Here are 7 good reasons why we should recycle:
- Financial Income – There is money in recycling. In the level of the individual, one of the benefits of recycling is financial income. There are a lot of things lying around the house that we no longer want or need that might just end up in a dumpsite somewhere, that we can recycle and earn money from. Cell phones, PDAs, ink cartridges, etc. Here at PaceButler, for instance, a phone sent in for recycling could net the owner as much as $50.
There is also the financial benefit for the communities who recycle in that there will be reduced costs of waste disposal or recycling. You think recycling is expensive? Consider these recycling facts: aluminum cans are the most valuable item in your bin. Aluminum can recycling helps fund the entire curbside collection. It’s the only packaging material that more than covers the cost of collection and reprocessing
for itself.
- Recycling helps conserve limited resources – Throwing away a single aluminum can, versus recycling it, is like pouring out six ounces of gasoline. Last year, Americans recycled enough aluminum cans to conserve the energy equivalent of more than15 million barrels of oil.
Here are some compelling recycling facts from the Pennsylvania Department of Environmental Protection:
By recycling over 1 million tons of steel in 2004, Pennsylvanians saved 1.3 million tons of iron ore, 718,000 tons of coal, and 62,000 tons of limestone. Through recycling newsprint, office paper and mixed paper, we saved nearly over
8.2 million trees.
- Recycling is energy efficient – On a larger scale, recycling could translate into huge reductions in our energy costs. Consider these facts: It costs more energy to manufacture a brand new aluminum can than it does to recycle 20 aluminum cans.
20 cans can be made from recycled material using the same energy it takes to make one new can.
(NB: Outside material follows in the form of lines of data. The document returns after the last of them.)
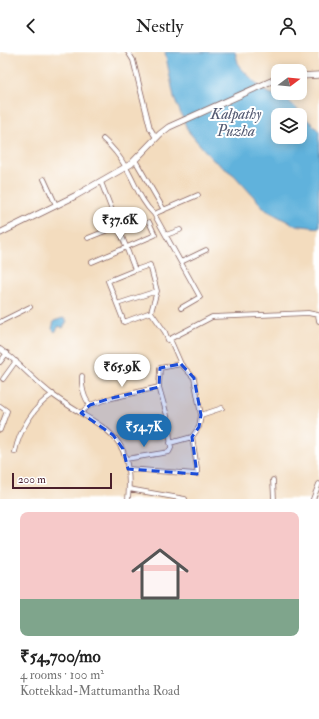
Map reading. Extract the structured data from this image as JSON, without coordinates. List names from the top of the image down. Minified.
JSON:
{"water":["Kalpathy Puzha"],"scale_bar":"200 m","north":"right","page":{"header":"Nestly","price":["₹37.6K","₹65.9K","₹54.7K"],"scale":"200 m","list":[{"name":"₹54,700/mo","note":"4 rooms · 100 m² · Kottekkad-Mattumantha Road"}]}}
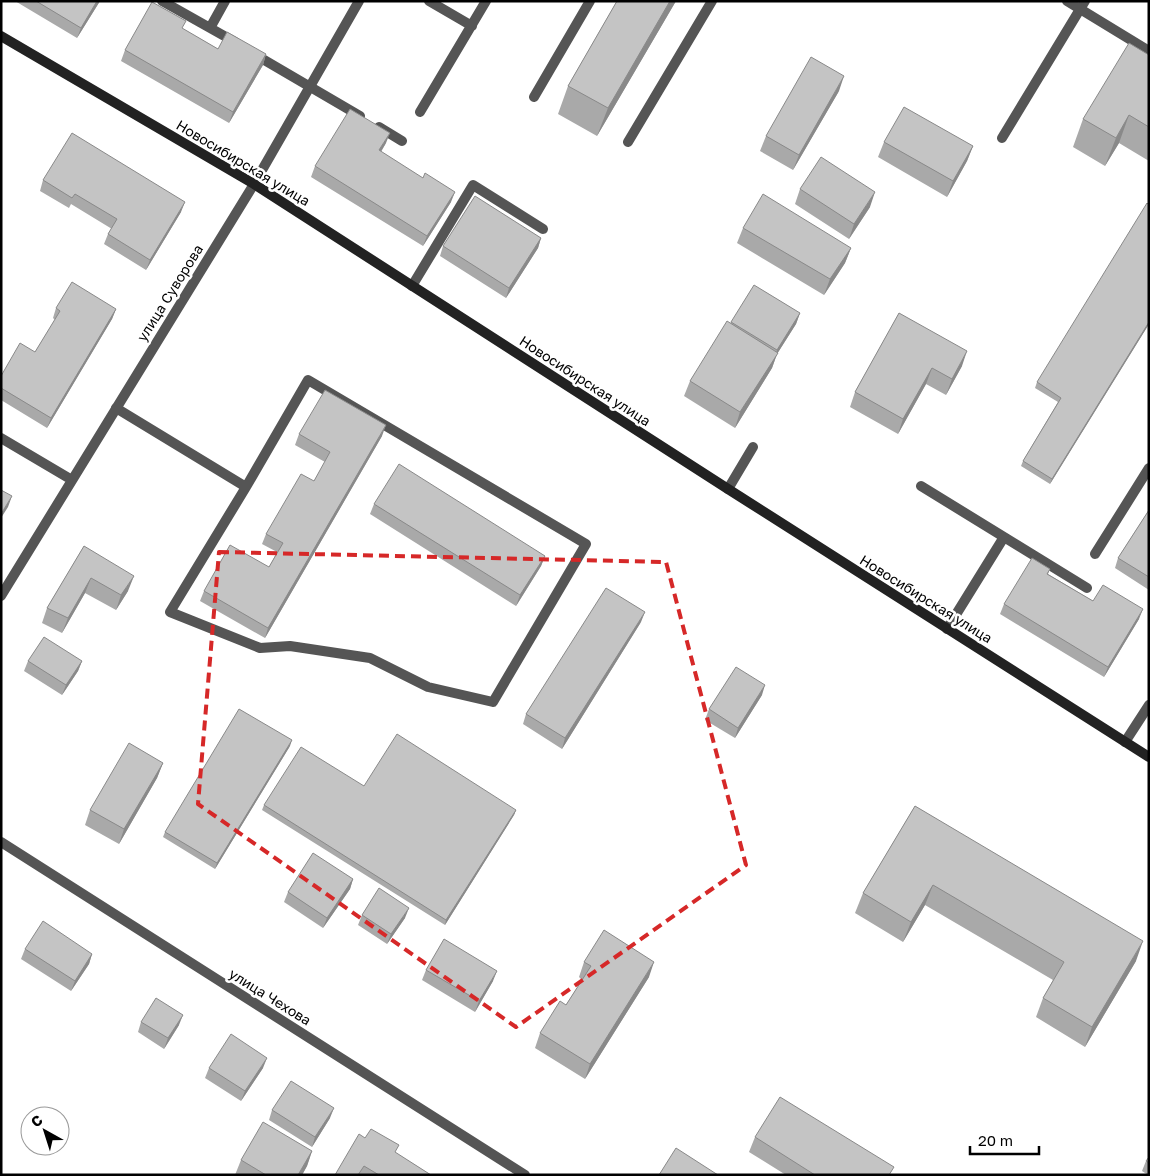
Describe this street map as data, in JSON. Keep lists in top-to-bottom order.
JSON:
{
  "streets": {
    "main road": ["Новосибирская улица"],
    "street": ["улица Суворова", "улица Чехова"]
  },
  "crossings": [
    ["Новосибирская улица", "улица Суворова"]
  ],
  "scale_bar": "20 m",
  "north": "top left"
}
- Recycling builds community – In almost all communities in the country today, there is a growing concern for recycling and the environment. People are working together in recycling programs, lobbies, and free recycle organizations to help promote recycling. We will be featuring these groups in our upcoming posts and link with the various networks to help you locate the nearest recycling center or free recycle group nearest your
location.
- Recycling creates jobs – Incinerating 10,000 tons of waste creates one job; landfilling 10,000 tons of waste creates six jobs; recycling 10,000 tons of waste creates 36
jobs.
- Recycling builds a strong economy – Done on a nationwide scale, like what we’re doing here in the US, recycling has a huge impact in our economy in terms of jobs, energy cost reduction, resources conservation. Lately, as the price of oil hits close to $120 a barrel, people have become more aware of the huge impact of recycling, particularly in reducing plastic waste material coming from the bottled water and beverage industry. We will be discussing this in detail in our future
posts.
- Recycling is Earth-friendly – No matter how safe and efficient our landfills are being billed to be, the possibility of dangerous chemicals coming from the solid waste deposited in these landfills, contaminating underground water supply is always present. Combustion or incineration of our solid waste is effective and energy-generating, but we pay the price in increased
air pollution.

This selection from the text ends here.